Since its inception in the 1950s, Vought's propaganda machine cunningly transformed its superheroes, initially post-war champions of liberty, into flamboyant icons of shock and awe. But Homelander, his mind clouded by delusions, pondered: why not both? In a gathering of the Seven at Vought Tower, augmented by the presence of Cate and Sam, Homelander rallied them for a crusade he deemed as a battle to salvage America. Their path would be fraught with brutality, cruelty, and perhaps, even "cool" acts. This, however, was the essence of war. And once the dust settled, freedom would resonate, and the nation would be secure for Ryan's generation. His entire speech was a revelation of Homelander's self-realization. Humans had created him, but not in their own image. He had shattered their mold, even slain his creators. His ultimate solution to quell his insecurities was to transform beings of unparalleled might, like himself, his son, and the rest of the Seven, from protectors of humanity into undisputed rulers. "You shall no longer be adored icons. You shall be wrathful deities."
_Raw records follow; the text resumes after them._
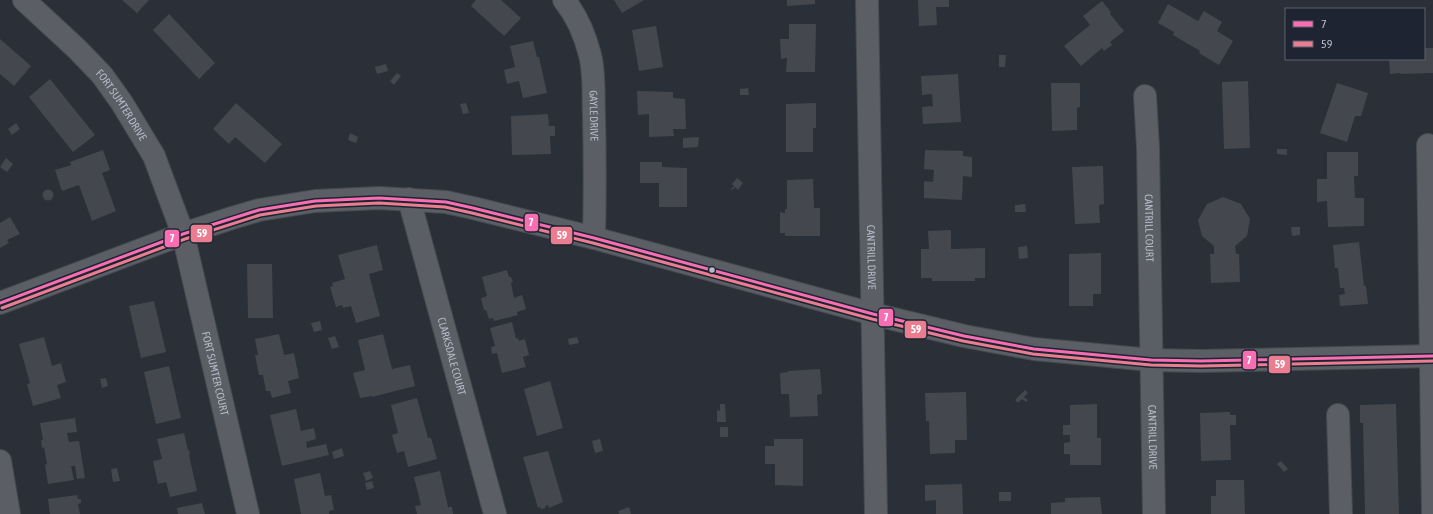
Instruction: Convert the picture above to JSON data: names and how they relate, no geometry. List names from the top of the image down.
{
  "streets": {
    "street": [
      "FORT SUMTER DRIVE",
      "GAYLE DRIVE",
      "CANTRILL COURT",
      "CANTRILL DRIVE",
      "CLARKSDALE COURT",
      "FORT SUMTER COURT"
    ]
  },
  "crossings": [
    ["FORT SUMTER DRIVE", "FORT SUMTER COURT"],
    ["CANTRILL COURT", "CANTRILL DRIVE"]
  ],
  "lines": ["transit line 7", "transit line 59"],
  "legend": ["7", "59"]
}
The secret lab at the farm lay in ruins, along with most of the anti-supe virus, transforming the Boys' hasty alliance with Edgars and Neuman into a desperate struggle for survival against psychotic foes. Amidst the turmoil, Victoria and Annie reluctantly acknowledged their similarities, each grappling with contrasting outer and inner identities. Victoria's blunt remark, though met with a fierce punch, rang true: "You've been Starlight for so long, do you even know who Annie is anymore?" This internal turmoil might also explain Annie's sudden difficulty in harnessing her powers. (Neuman aptly termed it "projectile dysfunction.") As MM sent Edgars back to prison, devoid of the virus, there was no pardon. Meanwhile, Neuman hijacked the convoy, rescuing her adoptive father. The two were undoubtedly plotting something, perhaps in alignment with Vought and Homelander's scheme for violent divine ascendance, perhaps not. Yet, they too fell victim to Billy Butcher's cunning ruse. Amongst the carnage at the farm, only a leg was retrieved from Dr. Sameer Shah (Omid Abtahi). The head of Neuman's clandestine V-lab was also her lover and Zoe's biological father. Now, unknown to all, including the rest of the Boys, Butcher and Joe Kessler had imprisoned Sameer in a secure facility, intending to harness his expertise to create more of that potent supe-killing serum.